Exploring the Human Side of Military Medicine Through Anthropomorphised Objects. Part One.

Figure One. On display in the photograph are examples of modern prosthetic legs. Taken with permission at the National Army Museum, London.

Have you ever wondered what it is like to be an object involved in the treatment of an injured soldier? In Harry Parker’s recent novel, Anatomy of a Soldier, he tells the story of Captain Tom Barnes, who is injured by an IED (Improvised Explosive Device) whilst deployed with the military to serve in a war zone. As a result of these injuries, Tom, or army number BA5799 as he is first introduced, suffers irreparable trauma to both legs and undergoes a double amputation. Parker details Tom’s medical journey through the narrative viewpoints of forty five anthropomorphised objects, from battlefield injury to rehabilitation and recovery.

Not all the objects involved in the narration are part of Tom’s medical treatment and recovery. Other characters interact with objects, such as fake trainers and a rug; non-medical objects are significant to Tom’s veteran life, for example a mirror and pint glass; equipment such as a day sack and map narrate Tom’s military service; a bullet and bomb address the destruction of war. For this discussion I am focusing on only those nine key objects involved directly in Tom’s medical journey and rehabilitation, as shown in Figure One.

These objects are involved in the procedures used to treat Tom’s injuries and they guide us through the medical journey of an injured soldier. Harry Parker is himself a double amputee and veteran of the British Army. He wrote the novel as semi-autobiographical, having been through similar circumstances to the protagonist. This reinforces the novel’s status as an exploration of the lived experience of an individual sustaining traumatic injury.

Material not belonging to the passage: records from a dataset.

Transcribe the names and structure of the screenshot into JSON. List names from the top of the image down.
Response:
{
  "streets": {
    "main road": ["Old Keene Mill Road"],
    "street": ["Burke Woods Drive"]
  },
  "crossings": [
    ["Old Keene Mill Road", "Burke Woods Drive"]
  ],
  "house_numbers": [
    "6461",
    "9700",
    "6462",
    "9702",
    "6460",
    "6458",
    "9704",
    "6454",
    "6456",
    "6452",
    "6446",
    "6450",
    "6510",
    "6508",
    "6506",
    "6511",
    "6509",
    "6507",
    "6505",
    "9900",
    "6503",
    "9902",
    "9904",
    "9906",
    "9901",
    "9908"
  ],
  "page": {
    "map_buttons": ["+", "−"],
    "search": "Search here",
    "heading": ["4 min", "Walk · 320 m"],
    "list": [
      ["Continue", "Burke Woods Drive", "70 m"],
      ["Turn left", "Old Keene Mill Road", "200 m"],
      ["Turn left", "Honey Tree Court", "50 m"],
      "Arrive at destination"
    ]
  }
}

The novel begins by drawing attention to the tourniquet, an unassuming object which stems the flow of blood from the body. This comparatively basic but crucial piece of equipment is the first step in providing medical intervention on the battlefield. Parker introduces us to this object, located in the pocket of Tom’s combat trousers, and at the critical moment when Tom is injured the tourniquet provides aid. The tourniquet asserts, “I was there when no one came and he was alone and couldn’t move. I was still there as fear and pathetic hopelessness gripped BA5799” (Parker, 2017, p.1). The tourniquet is a companion to Tom, kept close to his body until needed. The impression given here is of something, or rather it seems someone, faithful and supportive. The anthropomorphisation of the object as Tom’s comforting friend gives the impression of a personal bond between the two.

This relationship between object and protagonist is deepened when the breathing tube and catheter detail their intimate relationships with Tom. The breathing tube describes how it takes responsibility for Tom’s breathing (Parker, 2017, p.2) and has awareness of Tom’s injuries, some of which are sensitive, such as to Tom’s groin and testicle (Parker, 2017, p.23). Similarly, the catheter describes entering Tom’s body, “I went into you too. I fed into your penis and up your urethra to your bladder” (Parker, 2017, p. 125). The breathing tube and catheter have knowledge of Tom’s internally damaged and vulnerable body. This goes beyond the usual boundaries of intimacy and suggests a fusing of the objects with the internal workings of Tom’s body; there is a unique closeness experienced with objects of medical treatment.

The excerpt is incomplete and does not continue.